Neoliberalismo x Sustentabilidade

Embora o conceito de sustentabilidade possua excelentes elementos teóricos que tem garantido sua ampla aceitação no mundo inteiro, não faltam posições que questionem a sua validade filosófica. O principal argumento contra a proposta do DS é que esta é extremamente normativa (alienante), não aceitando portanto nenhuma perspectiva analítica. Segundo isto, antes de aceitar de “olhos fechados” as suas diretrizes, seria necessário entender primeiro as causas da crise que deram lugar ao surgimento desta proposta.

Os críticos desta vertente explicam que o DS é a contraproposta do modelo de desenvolvimento dominante, conhecido como neoliberalismo. Segundo eles, o modelo neoliberal (NL) aplica o princípio do máximo lucro nos processos de produção. A dimensão econômica do modelo NL suga da dimensão social a força de trabalho, devolvendo exploração e exclusão social; esta dimensão econômica também suga matéria (recursos) e energia da dimensão ambiental, devolvendo degradação e poluição ao meio ambiente natural. A crítica ao NL recai na sua dimensão econômica. Já o DS, é criticado pelo fato deste não se identificar, necessariamente, com um projeto político democrático. Conforme a Conferência Nacional dos Bispos do Brasil (CNBB), na medida em que a natureza se torna um custo incorporado à produção (que é o discurso do DS), é possível ingressarmos numa era de preservação e disputa pelo capital ambiental.

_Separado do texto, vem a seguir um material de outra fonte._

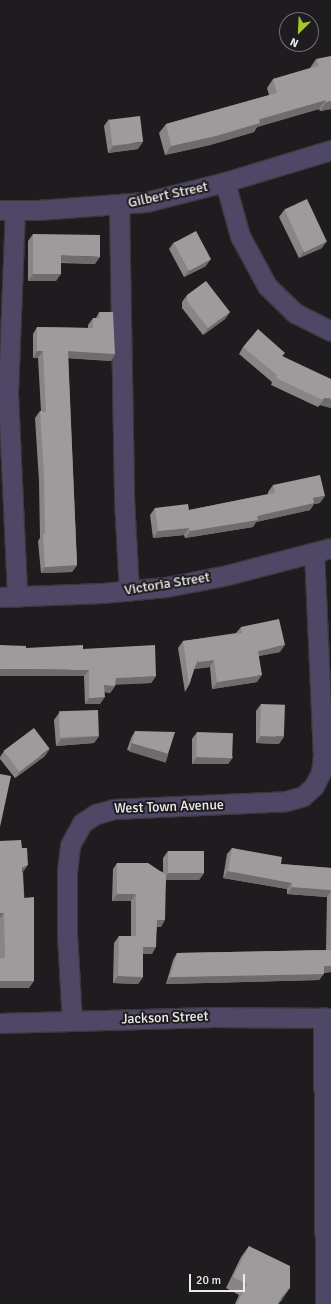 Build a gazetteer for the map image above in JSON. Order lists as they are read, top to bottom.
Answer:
{
  "streets": {
    "street": [
      "Gilbert Street",
      "Victoria Street",
      "West Town Avenue",
      "Jackson Street"
    ]
  },
  "crossings": [
    ["Victoria Street", "West Town Avenue"],
    ["West Town Avenue", "Jackson Street"]
  ],
  "scale_bar": "20 m",
  "north": "bottom left"
} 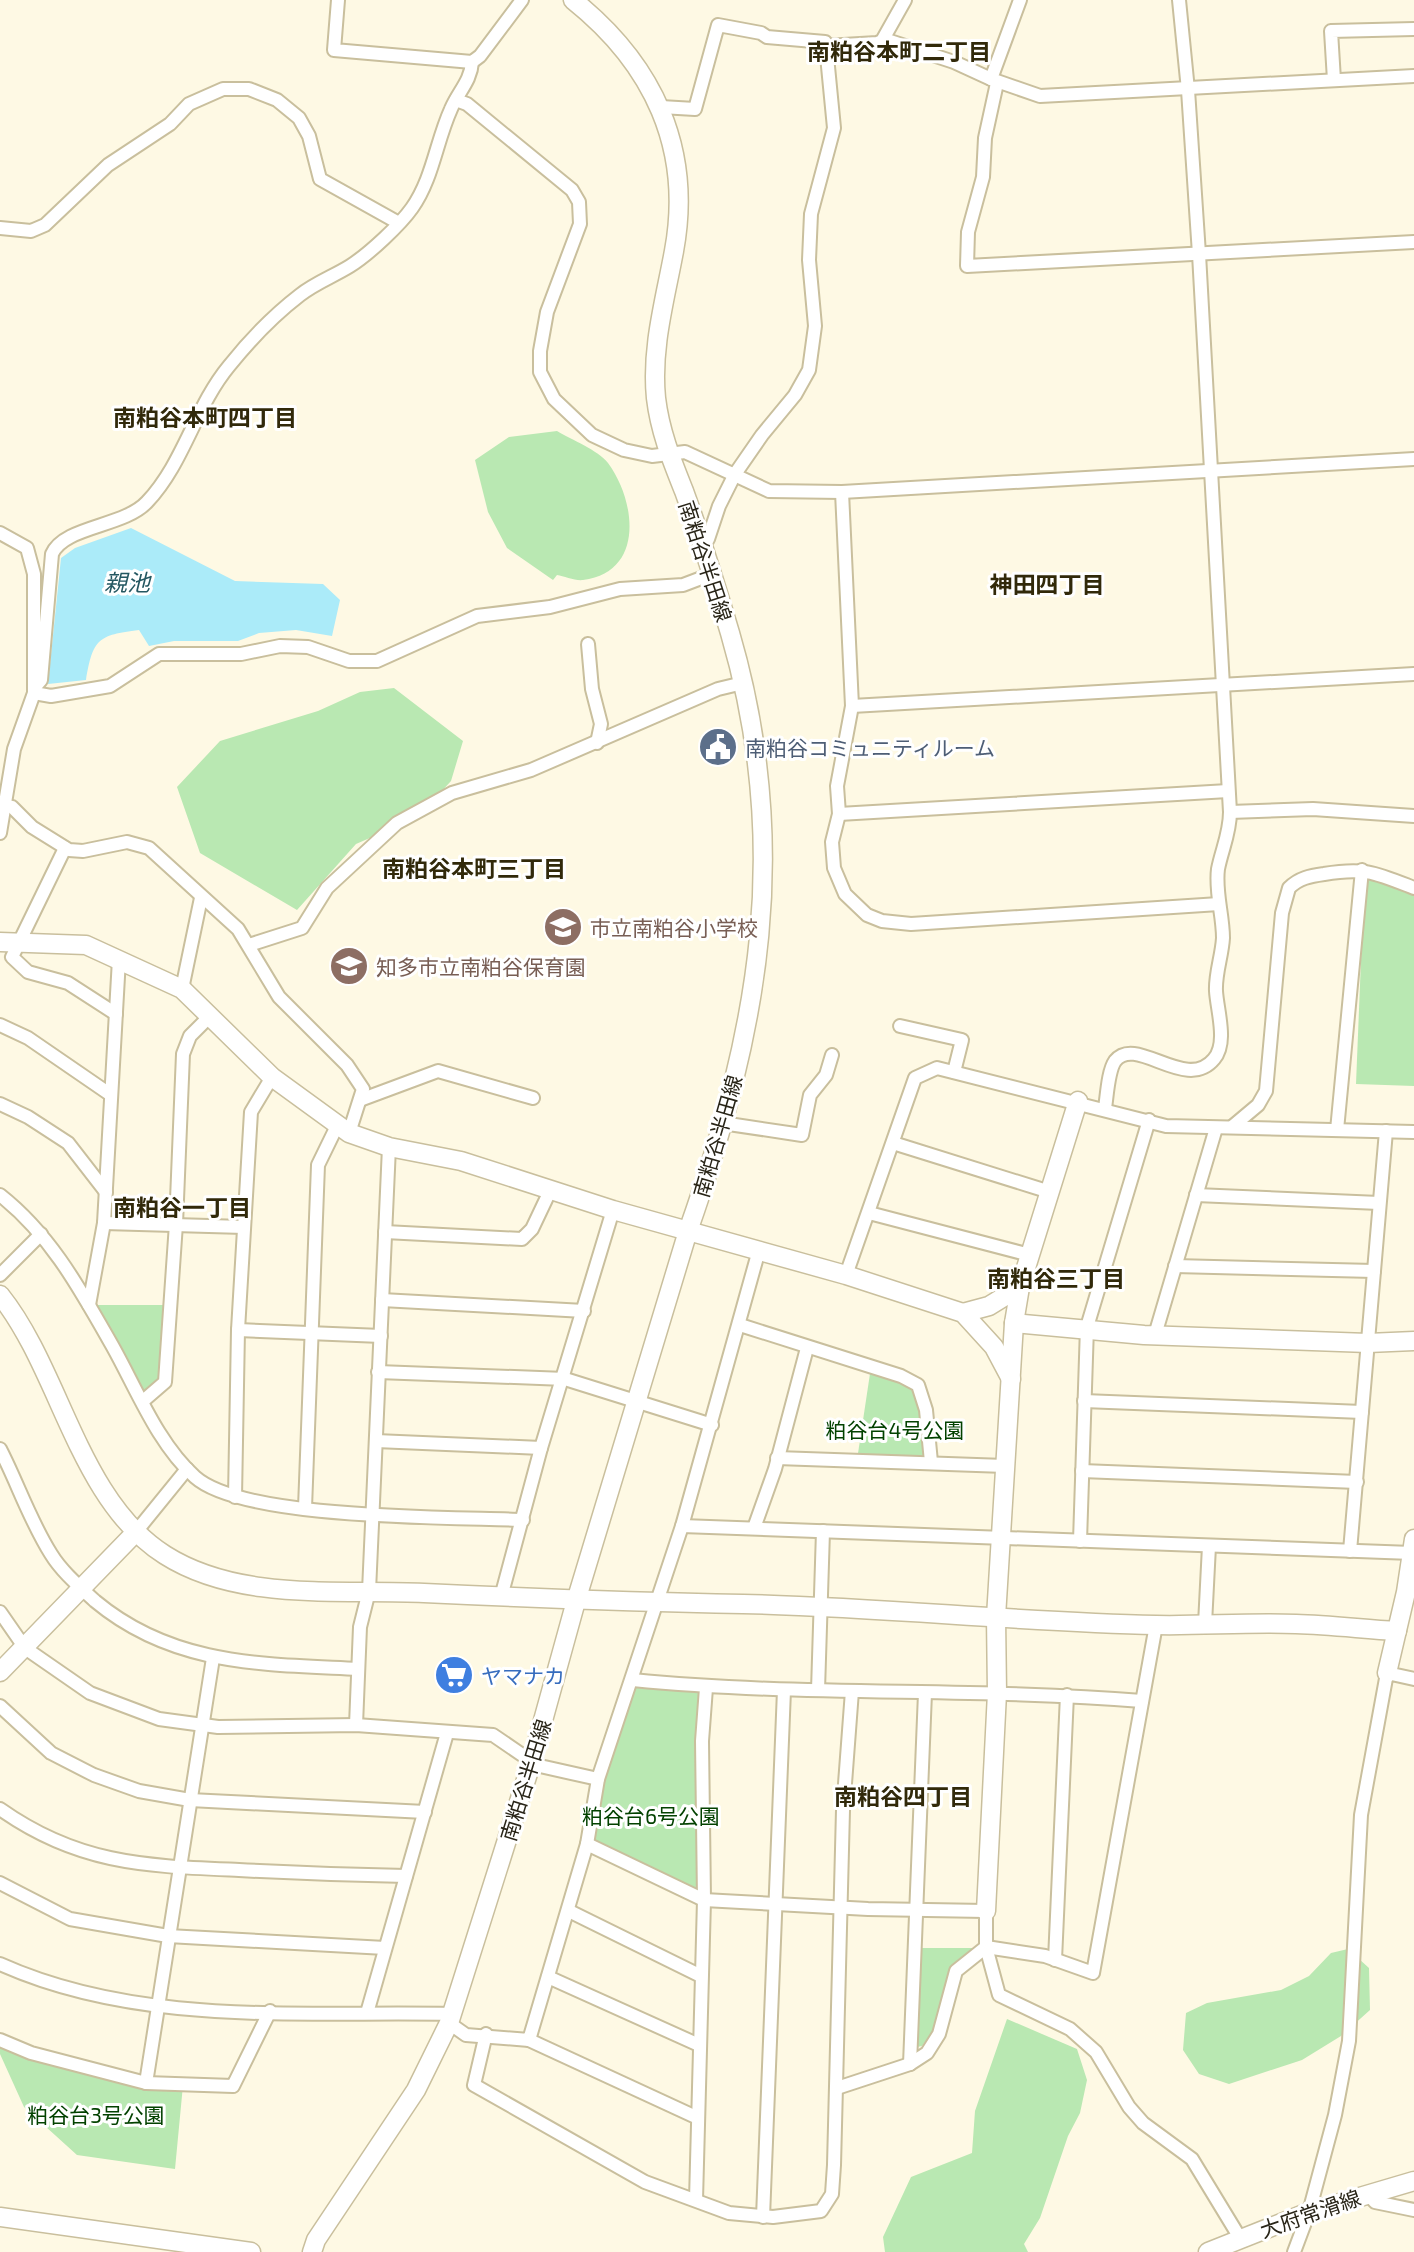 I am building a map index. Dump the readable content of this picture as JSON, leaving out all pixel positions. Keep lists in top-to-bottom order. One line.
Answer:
{"streets":{"street":["南粕谷半田線","大府常滑線"]},"districts":["南粕谷本町二丁目","南粕谷本町四丁目","神田四丁目","南粕谷本町三丁目","南粕谷一丁目","南粕谷三丁目","南粕谷四丁目"],"water":["親池"],"parks":["粕谷台4号公園","粕谷台6号公園","粕谷台3号公園"],"places":{"public building":["南粕谷コミュニティルーム"],"school or university":["市立南粕谷小学校","知多市立南粕谷保育園"],"supermarket":["ヤマナカ"]}} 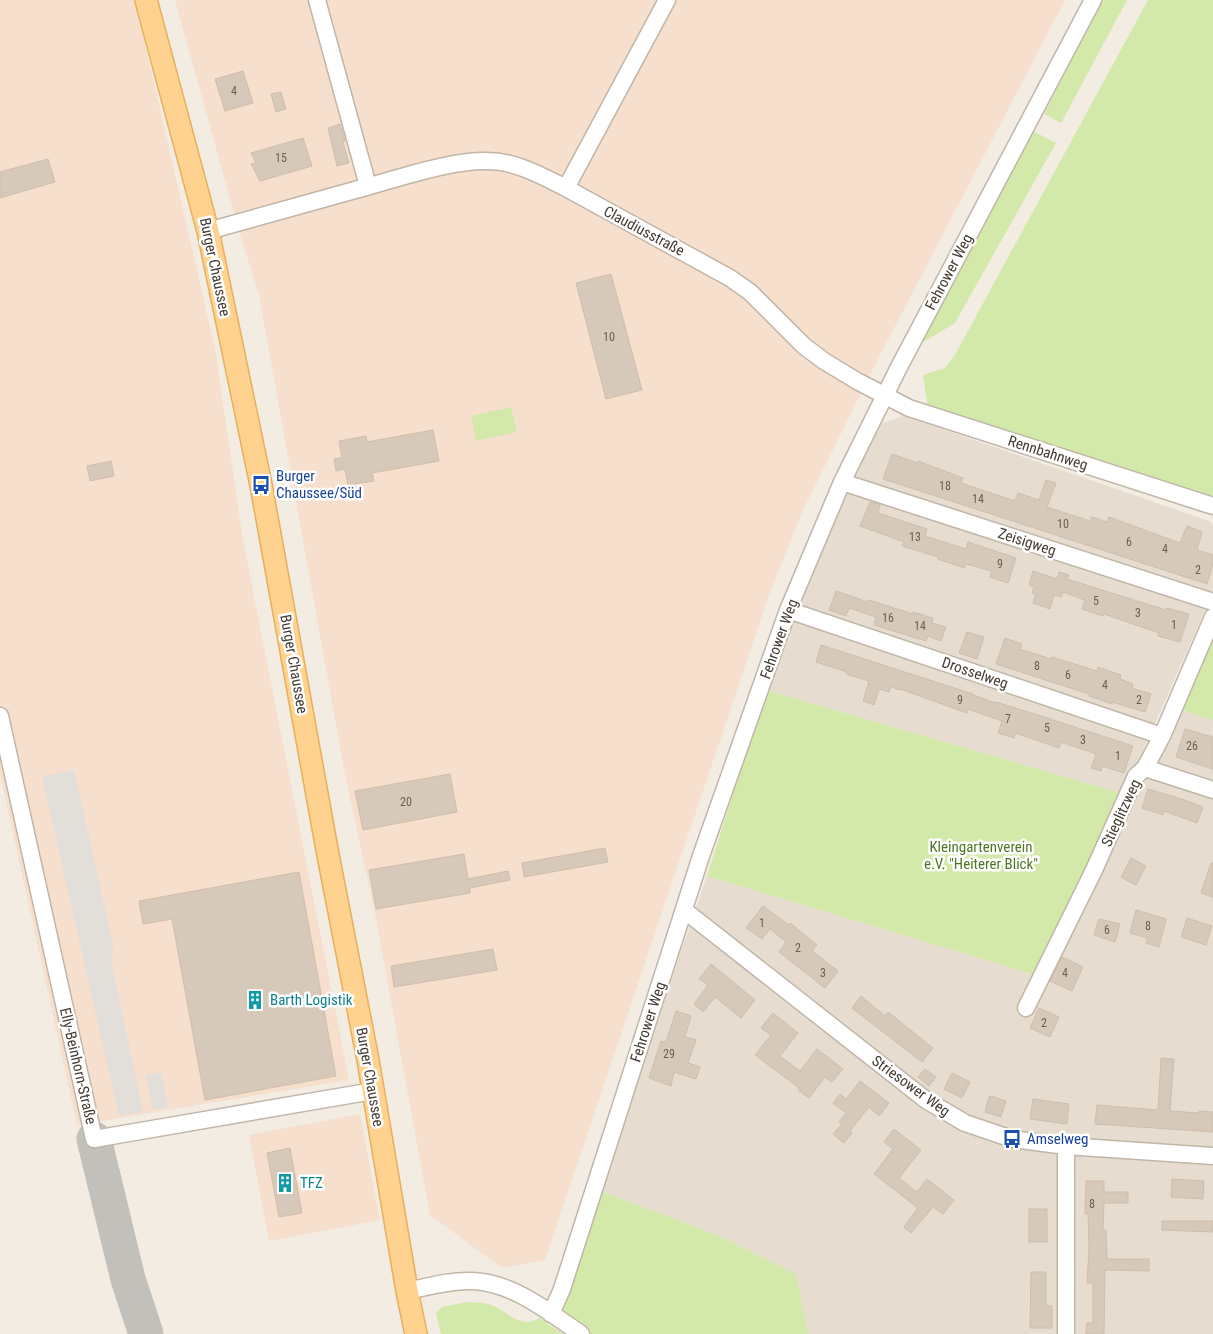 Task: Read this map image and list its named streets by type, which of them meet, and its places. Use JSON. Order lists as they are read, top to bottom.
{
  "streets": {
    "main road": ["Burger Chaussee"],
    "street": [
      "Claudiusstraße",
      "Fehrower Weg",
      "Rennbahnweg",
      "Zeisigweg",
      "Drosselweg",
      "Stieglitzweg",
      "Elly-Beinhorn-Straße",
      "Striesower Weg"
    ]
  },
  "crossings": [
    ["Claudiusstraße", "Burger Chaussee"],
    ["Claudiusstraße", "Fehrower Weg"],
    ["Claudiusstraße", "Rennbahnweg"],
    ["Burger Chaussee", "Elly-Beinhorn-Straße"],
    ["Fehrower Weg", "Rennbahnweg"],
    ["Fehrower Weg", "Zeisigweg"],
    ["Fehrower Weg", "Drosselweg"],
    ["Fehrower Weg", "Striesower Weg"],
    ["Drosselweg", "Stieglitzweg"]
  ],
  "parks": ["Kleingartenverein e.V. \"Heiterer Blick\""],
  "places": {
    "bus stop": ["Burger Chaussee/Süd", "Amselweg"],
    "building": ["Barth Logistik", "TFZ"]
  },
  "house_numbers": [
    "4",
    "15",
    "10",
    "18",
    "14",
    "10",
    "13",
    "6",
    "4",
    "9",
    "2",
    "5",
    "3",
    "16",
    "1",
    "14",
    "8",
    "6",
    "4",
    "9",
    "2",
    "7",
    "5",
    "3",
    "26",
    "1",
    "20",
    "1",
    "8",
    "6",
    "2",
    "3",
    "4",
    "2",
    "29",
    "8"
  ]
} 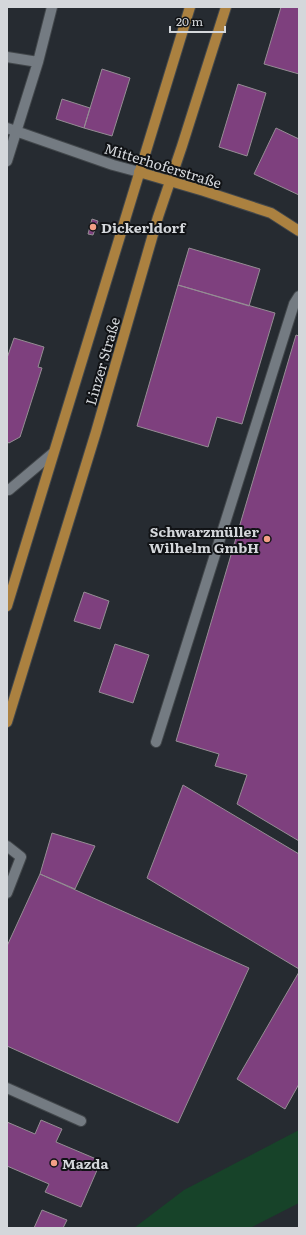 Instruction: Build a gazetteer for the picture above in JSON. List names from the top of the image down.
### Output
{
  "streets": {
    "main road": ["Mitterhoferstraße", "Linzer Straße"]
  },
  "crossings": [
    ["Mitterhoferstraße", "Linzer Straße"]
  ],
  "places": ["Dickerldorf", "Schwarzmüller Wilhelm GmbH", "Mazda"],
  "scale_bar": "20 m"
} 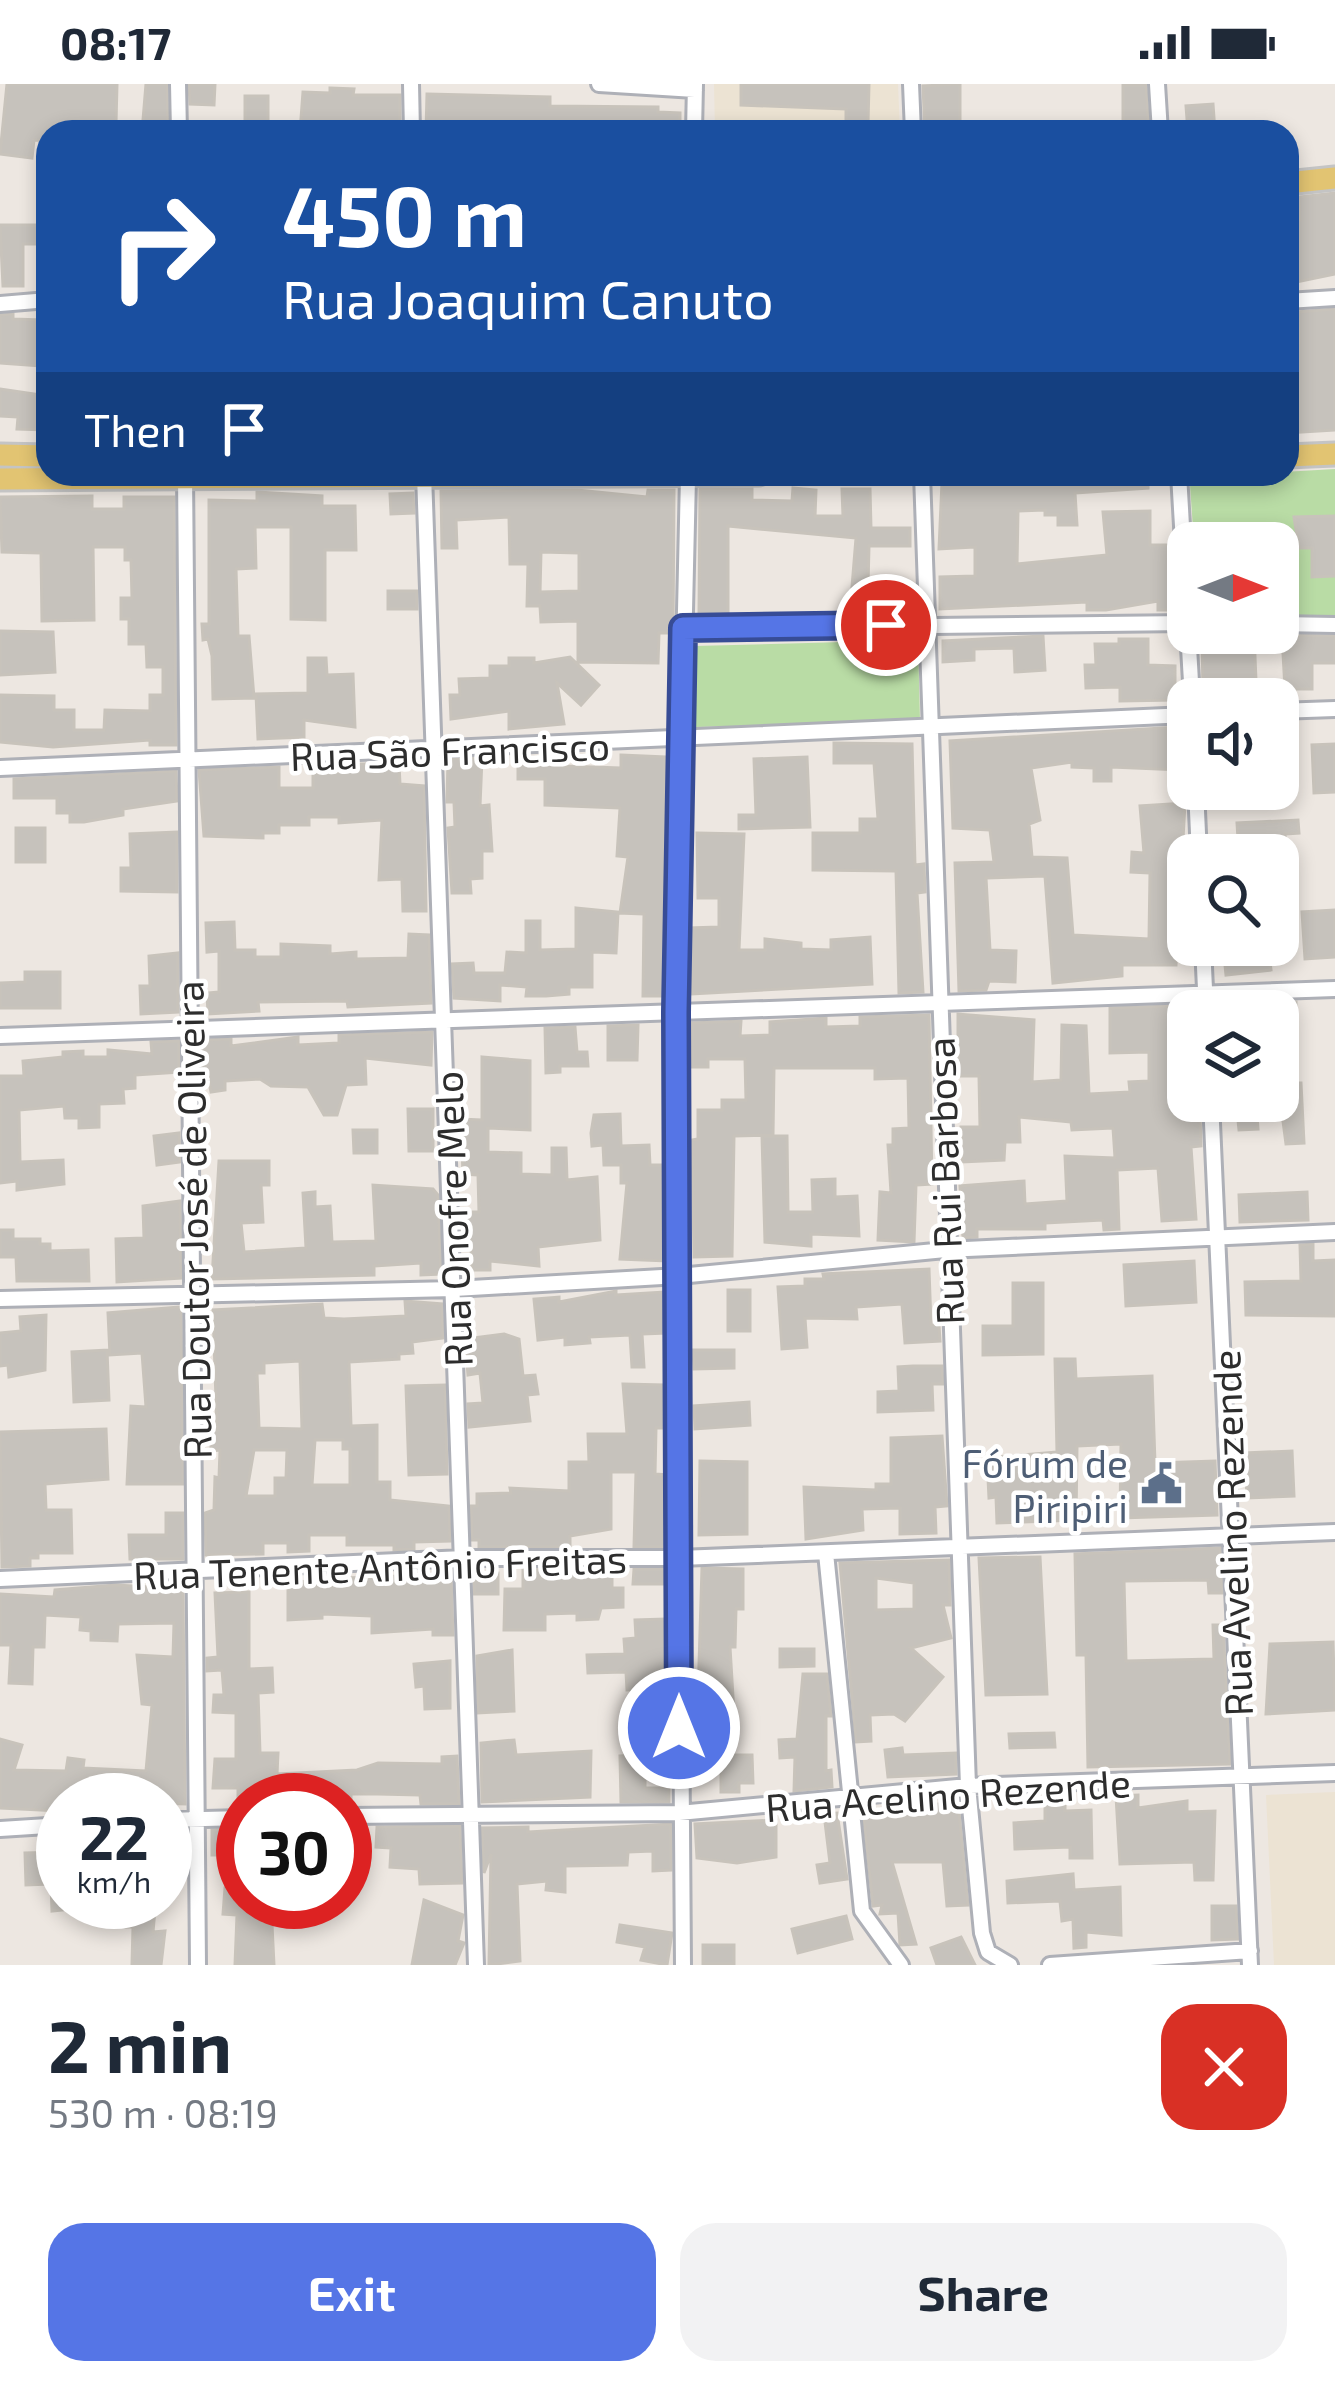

O marco referencial de um modelo alternativo de desenvolvimento é aquele que atende, de fato, às necessidades da sociedade civil democrática, garantindo uma ordem social justa, o respeito à vida e o reconhecimento dos direitos sociais. Só com esses parâmetros seria possível lutar por novos estilos de vida, pela reorientação dos atuais níveis de consumo e produção em termos globais, sem reeditar as mesmas bases que sustentam o atual modelo de sujeição e exploração das forças humanas e naturais. Desta forma, se queremos desenvolver uma aqüicultura do tipo sustentável, precisamos entender primeiro que esta não se pode limitar apenas ao contexto do meio ambiente, nem exclusivamente ao aspecto econômico. É preciso avançar mais na dimensão social.

Se o DS não se ajusta a um projeto político democrático, que rumos a aqüicultura deveria seguir para aspirar ser verdadeiramente sustentável?

Recentemente, um novo modelo tenta resgatar os fundamentos do DS. Conhecida como Ecodesenvolvimento (ECO), esta nova proposta contempla a justiça social, a eficiência econômica e a prudência ecológica. Os seguidores deste novo paradigma afirmam que o desenvolvimento socioeconômico do ser humano deve partir de três bases centrais: geração de emprego, luta contra a fome e luta pela integração social (Sach, 1994).

O ecodesenvolvimento exige que o homem assuma, frente a natureza e a sociedade, uma postura rigorosamente coerente; coerência que só pode ser alcançada mediante uma profunda reflexão ética.

Diante dos tremendos problemas sociais e ambientais que o Brasil e o mundo apresentam, pode-se afirmar que nunca a humanidade teve tanta responsabilidade para com seu próprio futuro, nunca precisou tanto de uma ética que ultrapassasse os interesses imediatos dos indivíduos, e abra as perspectivas do futuro para a humanidade inteira (CNBB, 1993).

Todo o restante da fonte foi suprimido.